To those of you reading, I want to express how much I am in love with being a mother of two, and how grateful I am that Jarred and I were able to welcome another baby in to our family. Max is hands down the most amazing boy I’ve ever met in my entire life, and from the moment I heard his soft cry from behind the curtain in the operating room, I couldn’t imagine life without him. I want to hold this precious boy and never let him go. But, with that being said, having another child is also immensely difficult to find the balance you once had with your first born. Her life has been forever changed, and she didn’t even get a say so about it. My role in Sofia’s life has stayed the same, and my love for her has only grown, but my presence has certainly been altered. She’s forced to do things by herself that she once always did with me. She’s forced to spend most of her bath time by herself because Max needs to be put down for a nap.

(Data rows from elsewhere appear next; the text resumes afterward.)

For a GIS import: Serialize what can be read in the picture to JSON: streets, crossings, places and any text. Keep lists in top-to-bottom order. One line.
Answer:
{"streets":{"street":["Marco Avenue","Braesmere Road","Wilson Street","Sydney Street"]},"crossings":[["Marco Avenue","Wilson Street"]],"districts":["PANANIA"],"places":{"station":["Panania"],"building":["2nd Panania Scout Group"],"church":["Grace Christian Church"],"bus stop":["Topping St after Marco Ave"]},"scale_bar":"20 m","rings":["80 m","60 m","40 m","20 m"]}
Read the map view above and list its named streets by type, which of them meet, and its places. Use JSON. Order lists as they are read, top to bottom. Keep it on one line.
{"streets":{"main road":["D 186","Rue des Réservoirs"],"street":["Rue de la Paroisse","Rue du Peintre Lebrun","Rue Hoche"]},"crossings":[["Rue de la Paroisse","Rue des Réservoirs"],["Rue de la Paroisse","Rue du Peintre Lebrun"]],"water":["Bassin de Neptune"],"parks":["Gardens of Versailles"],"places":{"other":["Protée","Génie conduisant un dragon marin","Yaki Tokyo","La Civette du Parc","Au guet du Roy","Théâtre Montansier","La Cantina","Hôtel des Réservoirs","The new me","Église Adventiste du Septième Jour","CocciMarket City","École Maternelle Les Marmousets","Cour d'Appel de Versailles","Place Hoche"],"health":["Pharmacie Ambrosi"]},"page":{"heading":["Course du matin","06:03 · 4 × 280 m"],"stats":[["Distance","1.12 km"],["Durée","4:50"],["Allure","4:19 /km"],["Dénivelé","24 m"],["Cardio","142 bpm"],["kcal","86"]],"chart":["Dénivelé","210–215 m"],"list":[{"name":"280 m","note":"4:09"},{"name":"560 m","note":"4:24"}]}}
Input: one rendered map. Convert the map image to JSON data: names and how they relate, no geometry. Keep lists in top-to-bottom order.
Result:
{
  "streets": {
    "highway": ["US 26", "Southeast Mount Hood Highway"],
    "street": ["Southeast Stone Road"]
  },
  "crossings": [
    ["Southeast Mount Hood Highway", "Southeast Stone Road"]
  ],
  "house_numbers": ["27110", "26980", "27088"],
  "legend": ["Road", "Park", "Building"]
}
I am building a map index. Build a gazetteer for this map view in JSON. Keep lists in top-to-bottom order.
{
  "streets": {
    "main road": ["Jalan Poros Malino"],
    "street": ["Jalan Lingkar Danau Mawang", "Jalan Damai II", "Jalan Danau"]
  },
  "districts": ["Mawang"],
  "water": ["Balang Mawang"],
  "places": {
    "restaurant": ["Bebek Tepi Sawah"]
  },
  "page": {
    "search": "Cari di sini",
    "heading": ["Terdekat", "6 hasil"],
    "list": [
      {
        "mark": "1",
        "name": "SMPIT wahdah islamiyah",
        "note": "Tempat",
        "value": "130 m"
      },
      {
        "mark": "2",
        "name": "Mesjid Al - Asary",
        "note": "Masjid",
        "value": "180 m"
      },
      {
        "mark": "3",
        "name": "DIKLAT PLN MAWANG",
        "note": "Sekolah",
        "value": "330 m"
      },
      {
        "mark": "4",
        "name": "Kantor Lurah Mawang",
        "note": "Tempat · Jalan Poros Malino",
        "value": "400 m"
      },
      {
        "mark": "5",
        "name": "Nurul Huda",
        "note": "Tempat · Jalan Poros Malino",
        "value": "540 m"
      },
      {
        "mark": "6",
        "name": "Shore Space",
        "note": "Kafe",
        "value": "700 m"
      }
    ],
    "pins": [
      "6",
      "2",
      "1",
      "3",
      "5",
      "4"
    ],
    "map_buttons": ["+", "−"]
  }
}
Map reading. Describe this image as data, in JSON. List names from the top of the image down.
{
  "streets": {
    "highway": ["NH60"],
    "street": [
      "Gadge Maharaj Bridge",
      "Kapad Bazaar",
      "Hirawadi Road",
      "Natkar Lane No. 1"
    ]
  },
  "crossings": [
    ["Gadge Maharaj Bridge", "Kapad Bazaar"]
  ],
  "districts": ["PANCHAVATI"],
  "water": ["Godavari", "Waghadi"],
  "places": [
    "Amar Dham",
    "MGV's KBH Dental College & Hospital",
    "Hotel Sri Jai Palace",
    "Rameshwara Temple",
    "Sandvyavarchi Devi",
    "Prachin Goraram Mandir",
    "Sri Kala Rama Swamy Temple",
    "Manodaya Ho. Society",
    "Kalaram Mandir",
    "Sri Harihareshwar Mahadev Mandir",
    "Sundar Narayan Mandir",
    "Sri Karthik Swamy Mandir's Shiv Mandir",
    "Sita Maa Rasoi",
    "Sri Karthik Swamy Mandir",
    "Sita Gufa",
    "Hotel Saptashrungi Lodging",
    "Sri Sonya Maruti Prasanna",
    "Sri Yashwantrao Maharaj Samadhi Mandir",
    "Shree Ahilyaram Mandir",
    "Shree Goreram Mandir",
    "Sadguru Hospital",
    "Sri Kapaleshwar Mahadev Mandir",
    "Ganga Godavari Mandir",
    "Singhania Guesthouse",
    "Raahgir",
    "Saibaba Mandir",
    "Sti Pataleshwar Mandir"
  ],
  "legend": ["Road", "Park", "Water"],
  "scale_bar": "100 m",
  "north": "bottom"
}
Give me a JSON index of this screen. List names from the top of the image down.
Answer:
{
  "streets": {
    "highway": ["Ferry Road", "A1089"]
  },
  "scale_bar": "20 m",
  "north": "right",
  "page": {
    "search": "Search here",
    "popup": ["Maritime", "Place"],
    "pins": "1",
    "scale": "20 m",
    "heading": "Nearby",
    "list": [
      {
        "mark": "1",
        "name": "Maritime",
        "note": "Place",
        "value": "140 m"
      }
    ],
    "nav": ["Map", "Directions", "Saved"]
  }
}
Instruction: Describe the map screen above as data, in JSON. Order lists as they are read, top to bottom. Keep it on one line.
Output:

She’s forced to sleep in her own bedroom because four of us piled in to a bed is oftentimes too overwhelming for her little brother to sleep in. She’s made to sit with one of the leaders at playgroup during song time, because Mom is holding Max, who is fast asleep against her chest. She’s forced to share her parents, the one thing in her life she’s never had to share before. And she’s forced to have a mom who is currently on the sideline, being in awe of her from afar.
This life on the side isn’t all encompassing, and it doesn’t happen during our entire day. But even the short few minutes that it does happen can break a mothers heart. I’m blessed to have a daughter who understands, to some degree, that her little brother just needs a little help more often than she does. I oftentimes find myself holding her beautiful face in my hands and telling her how much I love her and appreciate her, and how grateful Max will one day be for having her as a big sister. And in those moments, when we’re locked eye to eye, and I’m apologizing to her for forever changing her life, it hits me like a ton of bricks – being this temporary sideline mom has made me cherish and appreciate my child more than I ever thought I could. I get to watch my child grow in a way that I never thought possible. She’s only three years old, but the love she has for her brother is already unconditional. Instead of occasionally getting irritated with her for being too loud around her sleeping brother, I should be on the sideline cheering her on for playing so independently. Instead of worrying if she’s sharing or being polite to the kids around her, I should be on the sideline with a huge smile, watching her enjoy herself and be a child. Instead of crying over the fact that she’ll be starting school soon and stressing if she’s going to be upset that I get alone time with Max and not her, I should be on the sideline holding Max, and praising her for growing up and becoming this gorgeous, smart girl that I always knew she’d become. And I’ll probably be on the sideline of her classroom, peering in through the window like a creepy peeping Tom, unable to drive away from her school because I’m sobbing at how proud I am of her (and because I refuse to fully cut the cord).
Having another child was one of the greatest decisions my husband and I ever made. And being a sideline mom to Sofia isn’t going to last forever. It actually won’t last much longer at all. But instead of constantly beating myself up over it and feeling shamed about being a bad mom, I’m going to find a way to enjoy this small window of time just watching my daughter blossom into the beautiful girl that she is. A beautiful girl who may have conned me into letting her eat a piece of chocolate cake at 12 in the afternoon, but a beautiful girl nonetheless.